Álbum de viagem III. Por Angela Barros Leal

COMPARTILHE A NOTÍCIA

Viagem. Foto: Freepik

Por Angela Barros Leal
Articulista do Focus

Antes, quando todos eram vivos, quando se conversava em família sobre planos de viagens, quando se comparavam lugares de destino em outros Continentes, quando se discutiam roteiros de visitas a cidades e países, era inevitável meu pai repetir a mesma frase: “Boa romaria fez quem em casa fica em paz”. No retorno dos viajantes, ele erguia os olhos sobre os óculos e pontificava: “A melhor parte da viagem é chegar em casa”.

Integrava a imensa multidão envergonhada dos que temem os voos de avião, dos que descreem na capacidade aérea do mais pesado que o ar. Era feliz entre seus livros e sua biblioteca, suas leituras e pesquisas, seus compromissos e amigos. Não via a necessidade de embarcar para lugar nenhum.

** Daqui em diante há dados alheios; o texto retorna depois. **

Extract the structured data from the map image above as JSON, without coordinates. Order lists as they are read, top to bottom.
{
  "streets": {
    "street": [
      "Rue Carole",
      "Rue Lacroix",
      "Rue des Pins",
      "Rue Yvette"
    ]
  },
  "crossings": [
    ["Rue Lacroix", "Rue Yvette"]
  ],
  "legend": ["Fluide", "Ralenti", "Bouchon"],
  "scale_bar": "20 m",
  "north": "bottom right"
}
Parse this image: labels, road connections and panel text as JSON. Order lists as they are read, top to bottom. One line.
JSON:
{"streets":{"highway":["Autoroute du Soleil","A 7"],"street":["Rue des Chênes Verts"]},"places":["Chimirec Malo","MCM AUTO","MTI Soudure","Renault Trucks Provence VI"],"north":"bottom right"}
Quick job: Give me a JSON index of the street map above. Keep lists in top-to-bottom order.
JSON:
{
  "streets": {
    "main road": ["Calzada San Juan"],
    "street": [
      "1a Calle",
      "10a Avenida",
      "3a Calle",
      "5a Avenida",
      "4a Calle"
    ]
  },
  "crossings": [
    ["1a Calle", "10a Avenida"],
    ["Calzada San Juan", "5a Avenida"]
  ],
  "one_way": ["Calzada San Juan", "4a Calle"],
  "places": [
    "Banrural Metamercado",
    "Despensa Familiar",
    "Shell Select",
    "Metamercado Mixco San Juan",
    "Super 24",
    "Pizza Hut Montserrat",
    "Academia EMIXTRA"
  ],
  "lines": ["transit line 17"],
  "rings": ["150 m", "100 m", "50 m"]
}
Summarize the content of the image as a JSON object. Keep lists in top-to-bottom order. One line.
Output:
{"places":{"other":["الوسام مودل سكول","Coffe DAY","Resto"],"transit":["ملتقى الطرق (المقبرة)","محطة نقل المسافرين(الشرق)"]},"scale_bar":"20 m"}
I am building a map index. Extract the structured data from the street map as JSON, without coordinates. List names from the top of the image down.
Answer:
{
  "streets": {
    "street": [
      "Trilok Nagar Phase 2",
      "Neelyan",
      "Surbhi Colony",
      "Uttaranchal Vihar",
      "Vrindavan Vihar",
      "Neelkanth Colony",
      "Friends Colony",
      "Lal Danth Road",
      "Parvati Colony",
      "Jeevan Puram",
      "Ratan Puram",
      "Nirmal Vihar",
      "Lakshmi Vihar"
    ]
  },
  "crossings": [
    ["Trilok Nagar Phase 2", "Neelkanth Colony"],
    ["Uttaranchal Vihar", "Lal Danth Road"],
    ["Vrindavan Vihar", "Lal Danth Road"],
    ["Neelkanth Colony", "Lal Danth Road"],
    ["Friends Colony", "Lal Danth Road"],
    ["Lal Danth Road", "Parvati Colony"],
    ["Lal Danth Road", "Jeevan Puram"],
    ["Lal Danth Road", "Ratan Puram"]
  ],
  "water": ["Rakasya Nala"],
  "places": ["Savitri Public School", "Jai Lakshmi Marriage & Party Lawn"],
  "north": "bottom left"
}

Já sei, já li, já ouvi – era o que respondia impaciente, quando o convidavam para passeios além daqueles permitidos pelos veículos de quatro rodas. E se deixava ficar dentro de casa, sem malas e sem mágoas. Na mesa de trabalho, preferia viajar de volta no tempo, reunindo informações sobre os seus destemidos antepassados – ironicamente, aqueles que arrancaram raízes das terras lusitanas, e enfrentaram a travessia de um Oceano para se instalar no Brasil.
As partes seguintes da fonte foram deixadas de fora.